(Source material begins)

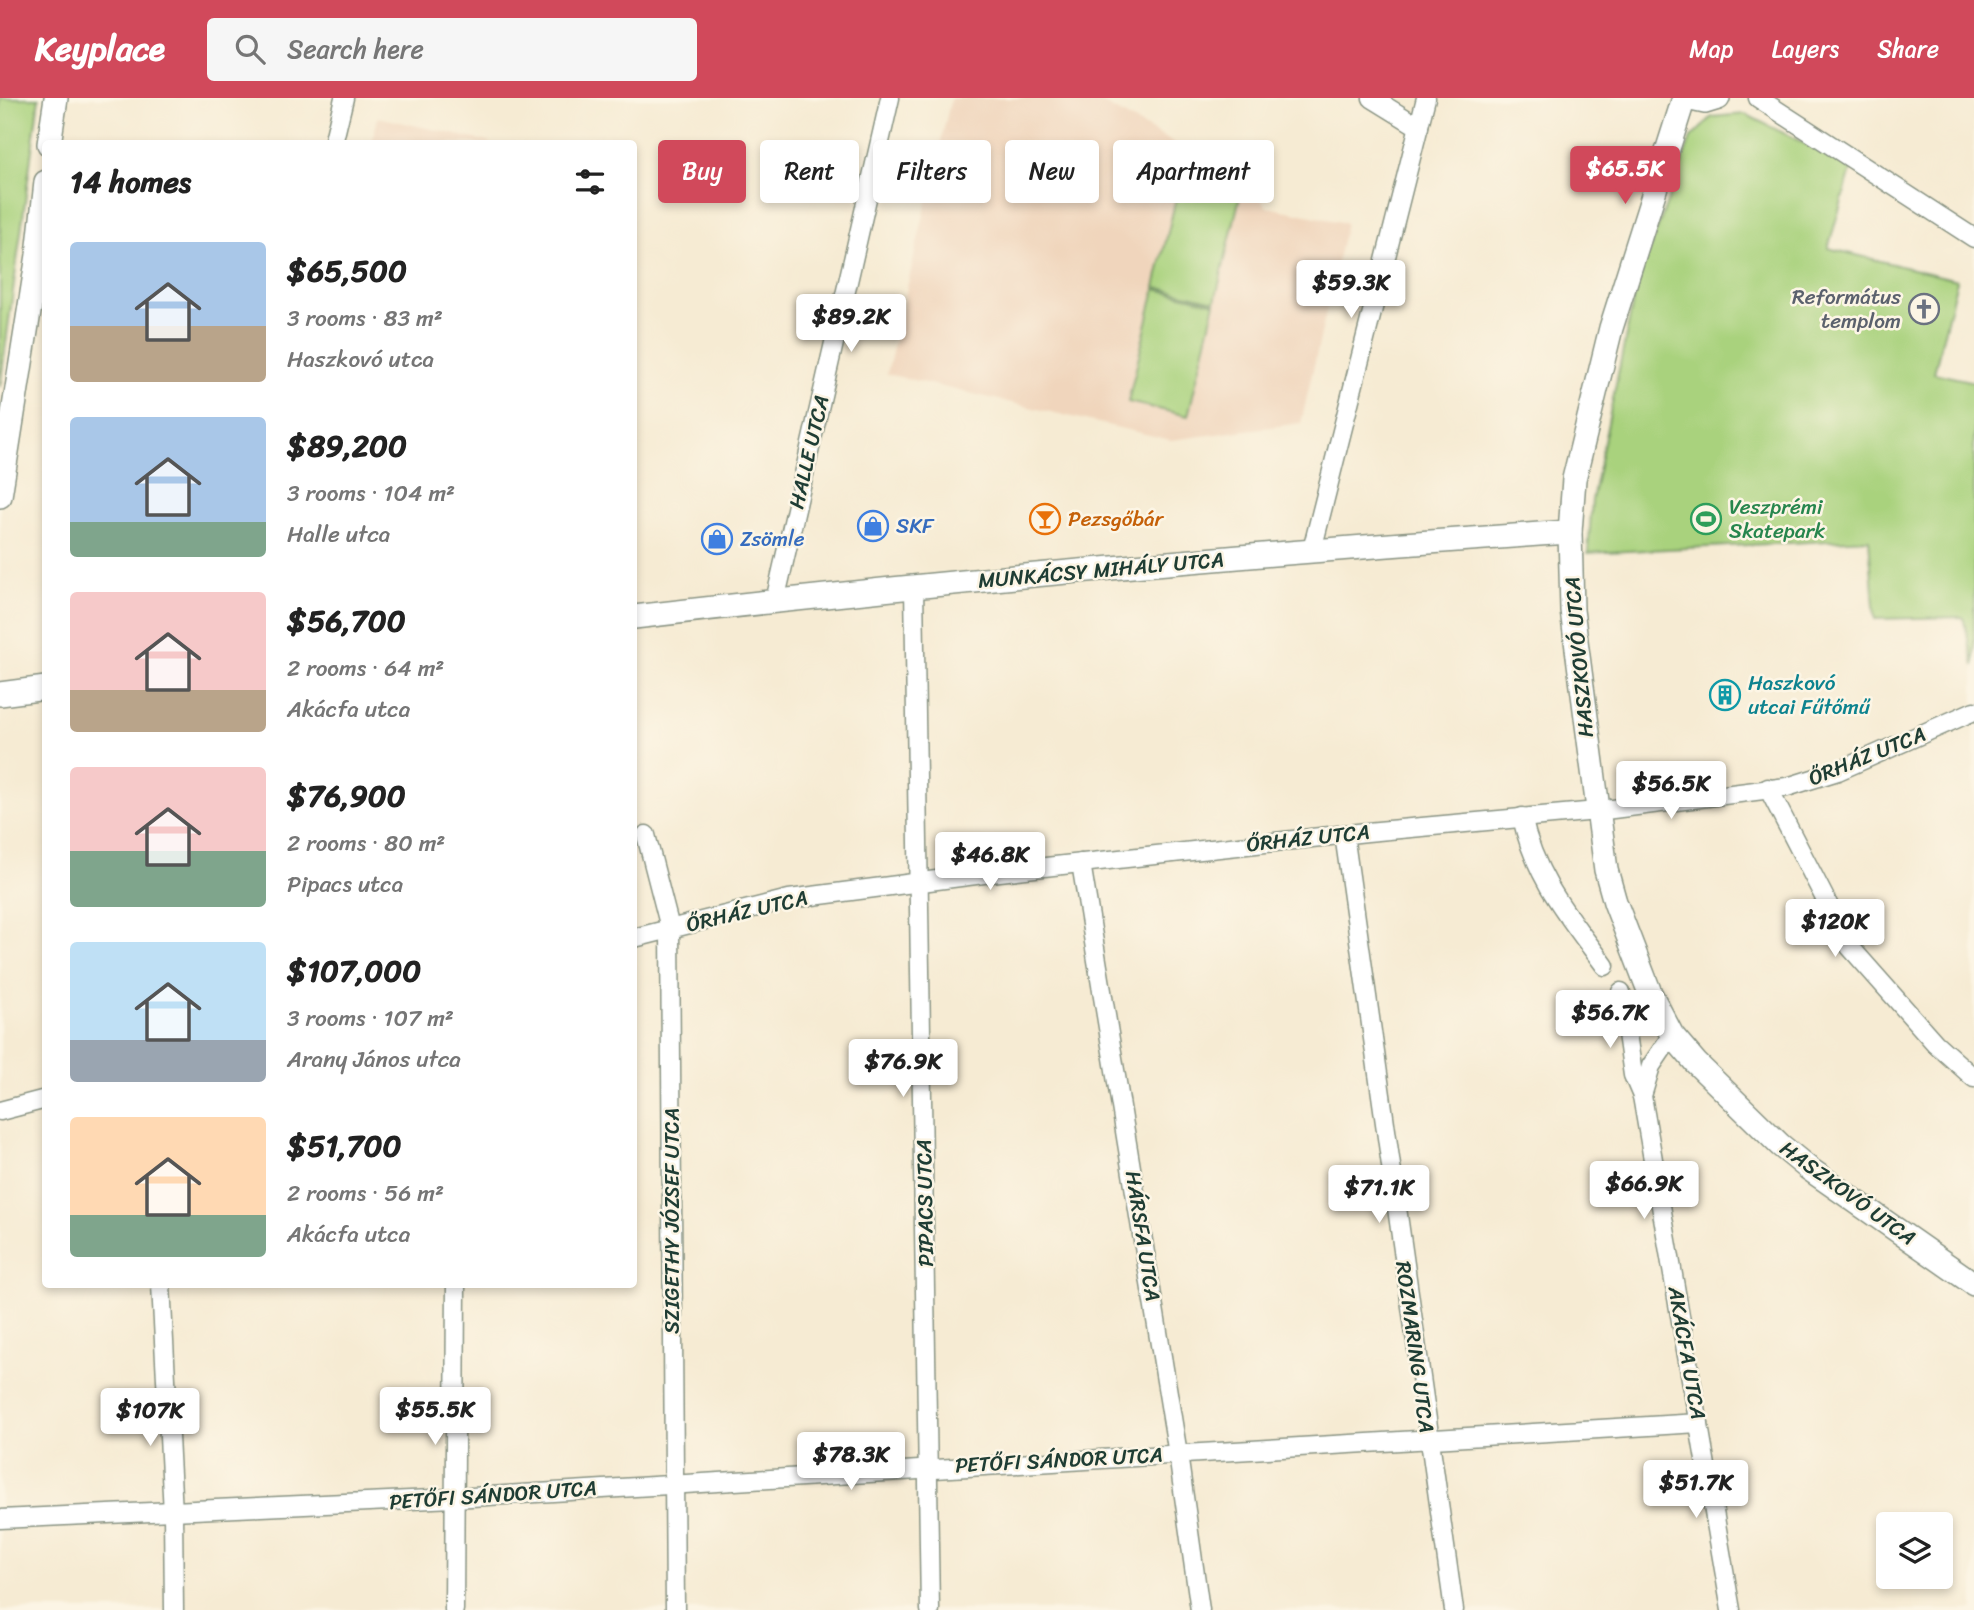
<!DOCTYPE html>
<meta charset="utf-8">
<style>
body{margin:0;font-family:Sriracha,sans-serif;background:#f6f6f6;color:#222;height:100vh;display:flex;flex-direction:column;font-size:26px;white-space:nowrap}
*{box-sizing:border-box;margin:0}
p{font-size:23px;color:#767676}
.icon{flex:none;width:38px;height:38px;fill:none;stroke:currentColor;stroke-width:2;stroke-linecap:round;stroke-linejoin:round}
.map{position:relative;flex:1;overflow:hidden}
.sheet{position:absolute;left:42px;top:42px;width:595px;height:1148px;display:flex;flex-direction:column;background:#fff;border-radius:7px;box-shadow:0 4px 10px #0003}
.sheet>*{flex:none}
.top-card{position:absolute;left:658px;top:42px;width:665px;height:63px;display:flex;gap:14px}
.controls{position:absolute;left:1876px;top:1414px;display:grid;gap:14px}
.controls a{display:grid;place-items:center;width:77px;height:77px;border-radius:7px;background:#fff;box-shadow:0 4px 10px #0003;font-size:35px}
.price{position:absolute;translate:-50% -60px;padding:0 16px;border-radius:7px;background:#fff;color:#222;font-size:23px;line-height:46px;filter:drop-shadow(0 2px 4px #0008)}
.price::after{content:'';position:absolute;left:50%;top:42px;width:21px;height:16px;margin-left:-10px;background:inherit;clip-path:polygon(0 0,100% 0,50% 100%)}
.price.on{background:#d1495b;color:#fff}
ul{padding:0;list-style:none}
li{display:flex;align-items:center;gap:21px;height:175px;padding:0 28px}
li span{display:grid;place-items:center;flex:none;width:196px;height:140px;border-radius:7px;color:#555}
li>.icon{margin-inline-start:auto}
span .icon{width:84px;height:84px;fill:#fffc;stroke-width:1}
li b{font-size:30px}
h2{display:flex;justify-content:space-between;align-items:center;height:84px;padding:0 28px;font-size:30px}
.chip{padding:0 24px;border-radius:7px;background:#fff;box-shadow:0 4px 10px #0003;font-size:24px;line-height:63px}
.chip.on{background:#d1495b;color:#fff}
header{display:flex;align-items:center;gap:42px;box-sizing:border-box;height:98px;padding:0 35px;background:#d1495b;color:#fff}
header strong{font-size:33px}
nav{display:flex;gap:38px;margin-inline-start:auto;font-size:24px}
.search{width:490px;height:63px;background:#f6f6f6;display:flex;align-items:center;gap:18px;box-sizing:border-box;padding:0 24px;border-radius:7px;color:#767676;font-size:26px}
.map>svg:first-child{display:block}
.built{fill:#f0d5bc}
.green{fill:#a9d27d;stroke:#648858;stroke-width:2}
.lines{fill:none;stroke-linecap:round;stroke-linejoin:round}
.minor-casing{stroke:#8a9484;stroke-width:21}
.tertiary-casing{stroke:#8a9484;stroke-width:26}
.minor{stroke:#fff;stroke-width:18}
.tertiary{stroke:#fff;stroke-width:23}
.labels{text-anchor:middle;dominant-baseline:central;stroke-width:5;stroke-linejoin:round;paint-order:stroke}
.worship-label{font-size:21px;fill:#5b616d;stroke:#fcf5e5;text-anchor:end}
.street-label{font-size:21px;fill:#1f3d34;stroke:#fcf5e5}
.leisure-label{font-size:21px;fill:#27864d;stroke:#fcf5e5;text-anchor:start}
.food-label{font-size:21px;fill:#c56008;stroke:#fcf5e5;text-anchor:start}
.shop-label{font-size:21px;fill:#366cbe;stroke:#fcf5e5;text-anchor:start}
.culture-label{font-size:21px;fill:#0d838f;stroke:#fcf5e5;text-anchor:start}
</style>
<header>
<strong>Keyplace</strong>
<div class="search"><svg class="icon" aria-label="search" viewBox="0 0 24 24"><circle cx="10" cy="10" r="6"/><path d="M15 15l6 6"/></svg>Search here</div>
<nav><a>Map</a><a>Layers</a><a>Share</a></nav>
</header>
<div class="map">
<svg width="1974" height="1512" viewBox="0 0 1974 1512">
<rect width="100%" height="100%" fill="#fcf5e5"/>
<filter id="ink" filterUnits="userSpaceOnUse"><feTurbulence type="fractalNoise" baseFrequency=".0143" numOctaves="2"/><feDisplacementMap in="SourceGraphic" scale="14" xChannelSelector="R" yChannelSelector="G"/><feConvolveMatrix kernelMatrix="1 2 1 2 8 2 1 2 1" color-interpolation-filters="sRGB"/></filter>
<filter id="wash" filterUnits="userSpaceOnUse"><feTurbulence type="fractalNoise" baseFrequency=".00686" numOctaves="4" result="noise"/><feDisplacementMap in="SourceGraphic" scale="28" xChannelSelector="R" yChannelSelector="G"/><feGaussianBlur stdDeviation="1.57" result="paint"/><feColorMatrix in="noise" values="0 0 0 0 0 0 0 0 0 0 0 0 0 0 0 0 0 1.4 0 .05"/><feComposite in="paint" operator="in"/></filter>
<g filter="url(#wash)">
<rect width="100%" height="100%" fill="#f6ebd3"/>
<!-- built -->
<g class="built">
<path d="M951 0H1093L1249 87 1267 109 1346 125 1301 325 1171 342 887 276Z"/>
<path d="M378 19 492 45H372Z"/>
</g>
<!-- green -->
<g class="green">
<path d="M0 0H39L0 289Z"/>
<path d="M1745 16 1852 69 1828 150 1957 182 1934 275 1974 284V568L1963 519 1875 521 1869 441 1588 455 1592 402 1636 189 1691 40 1712 19Z"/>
<path d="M1182 75 1242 90 1215 203 1155 189Z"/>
<path d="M1155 191 1215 205 1188 318 1128 304Z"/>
</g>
</g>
<g filter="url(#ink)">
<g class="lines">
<!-- minor casing -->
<g class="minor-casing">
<g id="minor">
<path d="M1372 0 1419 29"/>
<path d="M1758 0 1974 140"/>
<path d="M333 46 344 0"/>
<path d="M1312 452 1426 0"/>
<path d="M914 489 930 1512"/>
<path d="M775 503 890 0"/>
<path d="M1768 690 1850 849 1935 945 1974 980"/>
<path d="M1522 719C1535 780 1569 819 1605 868"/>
<path d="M1344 736 1454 1512"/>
<path d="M646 737 670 830 675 1512"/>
<path d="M1081 765 1178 1356 1200 1512"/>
<path d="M634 840 789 801 999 774 1367 734 1597 713 1787 689 1838 673 1974 613"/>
<path d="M1621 894 1633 977 1642 998"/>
<path d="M1672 937 1651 968 1642 998 1731 1512"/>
<path d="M0 1013 46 1001"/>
<path d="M161 1186 173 1415 174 1512"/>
<path d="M0 1421 454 1400 1699 1325"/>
<path d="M454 1512 456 1186"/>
</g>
</g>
<!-- tertiary casing -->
<g class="tertiary-casing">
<g id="tertiary">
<path d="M1684 0 1611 230 1574 381 1570 434 1572 512 1606 772 1615 804 1650 895 1672 937 1696 965 1780 1047 1808 1070 1974 1186"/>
<path d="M1686 0 1705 4 1718 0"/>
<path d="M49 46 56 0"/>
<path d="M0 398 38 157 46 84"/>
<path d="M634 519C945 483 1257 455 1570 434"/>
<path d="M0 596 46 590"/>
</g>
</g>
<!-- minor -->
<use href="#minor" class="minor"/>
<!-- tertiary -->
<use href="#tertiary" class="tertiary"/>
</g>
</g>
<!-- icons -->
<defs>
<g id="church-ring" transform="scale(1.575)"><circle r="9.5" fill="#fcf5e5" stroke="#6b7280" stroke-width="1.5"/><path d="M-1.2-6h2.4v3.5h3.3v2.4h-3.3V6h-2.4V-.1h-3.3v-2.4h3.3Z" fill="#6b7280"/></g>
<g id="bar-ring" transform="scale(1.575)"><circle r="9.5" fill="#fcf5e5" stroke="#e8710a" stroke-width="1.5"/><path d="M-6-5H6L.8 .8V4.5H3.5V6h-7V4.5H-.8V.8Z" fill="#e8710a"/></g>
<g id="stadium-ring" transform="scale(1.575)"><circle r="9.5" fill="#fcf5e5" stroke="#2e9e5b" stroke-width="1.5"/><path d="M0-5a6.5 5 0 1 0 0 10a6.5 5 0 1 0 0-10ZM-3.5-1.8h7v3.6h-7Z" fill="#2e9e5b"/></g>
<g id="shop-ring" transform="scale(1.575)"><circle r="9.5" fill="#fcf5e5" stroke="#3f7fe0" stroke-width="1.5"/><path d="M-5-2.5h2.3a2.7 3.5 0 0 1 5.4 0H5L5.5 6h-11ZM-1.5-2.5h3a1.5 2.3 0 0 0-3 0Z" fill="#3f7fe0"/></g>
<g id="building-ring" transform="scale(1.575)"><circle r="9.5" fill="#fcf5e5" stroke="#0f9aa8" stroke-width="1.5"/><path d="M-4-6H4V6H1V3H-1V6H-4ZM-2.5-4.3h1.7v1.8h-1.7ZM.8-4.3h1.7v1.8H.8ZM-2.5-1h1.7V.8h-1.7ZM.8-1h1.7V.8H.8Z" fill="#0f9aa8"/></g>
</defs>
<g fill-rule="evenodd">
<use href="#church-ring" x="1924" y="211"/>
<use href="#bar-ring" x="1045" y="421"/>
<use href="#stadium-ring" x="1706" y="421"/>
<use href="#shop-ring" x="873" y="428"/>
<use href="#shop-ring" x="717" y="441"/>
<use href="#building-ring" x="1725" y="597"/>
</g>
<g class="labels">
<!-- worship labels -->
<g class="worship-label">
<text x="1901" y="199">Református<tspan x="1901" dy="24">templom</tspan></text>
</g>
<!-- street labels -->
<g class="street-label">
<text transform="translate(809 354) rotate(-77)">HALLE UTCA</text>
<text transform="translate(1101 472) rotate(-5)">MUNKÁCSY MIHÁLY UTCA</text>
<text transform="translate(1579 559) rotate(-95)">HASZKOVÓ UTCA</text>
<text transform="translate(1867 658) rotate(-22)">ŐRHÁZ UTCA</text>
<text transform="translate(1308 740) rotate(-6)">ŐRHÁZ UTCA</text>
<text transform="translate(747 813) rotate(-13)">ŐRHÁZ UTCA</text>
<text transform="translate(1848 1095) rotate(36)">HASZKOVÓ UTCA</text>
<text transform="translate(925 1105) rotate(-91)">PIPACS UTCA</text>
<text transform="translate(672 1123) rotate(-90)">SZIGETHY JÓZSEF UTCA</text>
<text transform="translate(1143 1138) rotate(81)">HÁRSFA UTCA</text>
<text transform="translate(1415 1249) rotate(82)">ROZMARING UTCA</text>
<text transform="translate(1687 1255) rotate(80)">AKÁCFA UTCA</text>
<text transform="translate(1059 1362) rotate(-3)">PETŐFI SÁNDOR UTCA</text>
<text transform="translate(493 1397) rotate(-4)">PETŐFI SÁNDOR UTCA</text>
</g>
<!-- leisure labels -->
<g class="leisure-label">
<text x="1729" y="409">Veszprémi<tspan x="1729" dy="24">Skatepark</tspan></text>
</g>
<!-- food labels -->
<g class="food-label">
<text x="1068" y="421">Pezsgőbár</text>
</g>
<!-- shop labels -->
<g class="shop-label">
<text x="896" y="428">SKF</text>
<text x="740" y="441">Zsömle</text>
</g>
<!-- culture labels -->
<g class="culture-label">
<text x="1748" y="585">Haszkovó<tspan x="1748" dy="24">utcai Fűtőmű</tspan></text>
</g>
</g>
</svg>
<div class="controls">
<a><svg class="icon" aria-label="layers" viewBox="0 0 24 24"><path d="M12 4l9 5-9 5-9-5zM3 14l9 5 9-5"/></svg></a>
</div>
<b class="price on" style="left:1625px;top:108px">$65.5K</b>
<b class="price" style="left:1351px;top:222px">$59.3K</b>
<b class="price" style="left:851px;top:256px">$89.2K</b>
<b class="price" style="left:1671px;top:723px">$56.5K</b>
<b class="price" style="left:990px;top:794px">$46.8K</b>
<b class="price" style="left:1835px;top:861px">$120K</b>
<b class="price" style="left:1610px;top:952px">$56.7K</b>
<b class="price" style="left:903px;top:1001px">$76.9K</b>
<b class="price" style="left:1644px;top:1123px">$66.9K</b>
<b class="price" style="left:1379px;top:1127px">$71.1K</b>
<b class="price" style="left:435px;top:1349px">$55.5K</b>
<b class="price" style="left:150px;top:1350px">$107K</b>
<b class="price" style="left:851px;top:1394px">$78.3K</b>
<b class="price" style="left:1696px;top:1422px">$51.7K</b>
<div class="top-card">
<a class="chip on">Buy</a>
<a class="chip">Rent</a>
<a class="chip">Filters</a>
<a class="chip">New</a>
<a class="chip">Apartment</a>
</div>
<section class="sheet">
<h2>14 homes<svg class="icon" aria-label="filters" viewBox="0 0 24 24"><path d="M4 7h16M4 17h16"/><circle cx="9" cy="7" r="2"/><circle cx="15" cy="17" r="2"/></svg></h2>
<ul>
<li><span style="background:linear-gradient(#a9c7e8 60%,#b9a48a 0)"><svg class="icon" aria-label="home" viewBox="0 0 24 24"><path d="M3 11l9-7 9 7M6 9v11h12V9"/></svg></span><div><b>$65,500</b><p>3 rooms · 83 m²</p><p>Haszkovó utca</p></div></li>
<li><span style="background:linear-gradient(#a9c7e8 75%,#7fa58c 0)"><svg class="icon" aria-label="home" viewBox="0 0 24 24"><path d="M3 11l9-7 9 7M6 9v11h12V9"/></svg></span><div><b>$89,200</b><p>3 rooms · 104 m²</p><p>Halle utca</p></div></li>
<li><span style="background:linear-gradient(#f6c9c9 70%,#b9a48a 0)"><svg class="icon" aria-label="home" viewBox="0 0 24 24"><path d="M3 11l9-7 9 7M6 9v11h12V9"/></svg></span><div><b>$56,700</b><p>2 rooms · 64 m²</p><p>Akácfa utca</p></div></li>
<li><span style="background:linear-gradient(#f6c9c9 60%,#7fa58c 0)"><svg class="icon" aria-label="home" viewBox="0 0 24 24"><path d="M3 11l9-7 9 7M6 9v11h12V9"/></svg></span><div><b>$76,900</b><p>2 rooms · 80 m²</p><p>Pipacs utca</p></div></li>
<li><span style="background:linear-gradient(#bfe0f5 70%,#9aa5b1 0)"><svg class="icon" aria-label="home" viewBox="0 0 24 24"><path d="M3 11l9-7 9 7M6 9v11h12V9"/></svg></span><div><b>$107,000</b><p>3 rooms · 107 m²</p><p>Arany János utca</p></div></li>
<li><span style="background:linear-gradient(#ffd9b3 70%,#7fa58c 0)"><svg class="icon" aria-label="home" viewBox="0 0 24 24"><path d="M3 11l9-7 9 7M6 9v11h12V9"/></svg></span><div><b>$51,700</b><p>2 rooms · 56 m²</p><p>Akácfa utca</p></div></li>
</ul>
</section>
</div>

(Source material ends)

■ **What is required**
Go through the records and report each line that contains "wash".

■ **Solution to this task**
<filter id="wash" filterUnits="userSpaceOnUse"><feTurbulence type="fractalNoise" baseFrequency=".00686" numOctaves="4" result="noise"/><feDisplacementMap in="SourceGraphic" scale="28" xChannelSelector="R" yChannelSelector="G"/><feGaussianBlur stdDeviation="1.57" result="paint"/><feColorMatrix in="noise" values="0 0 0 0 0 0 0 0 0 0 0 0 0 0 0 0 0 1.4 0 .05"/><feComposite in="paint" operator="in"/></filter>
<g filter="url(#wash)">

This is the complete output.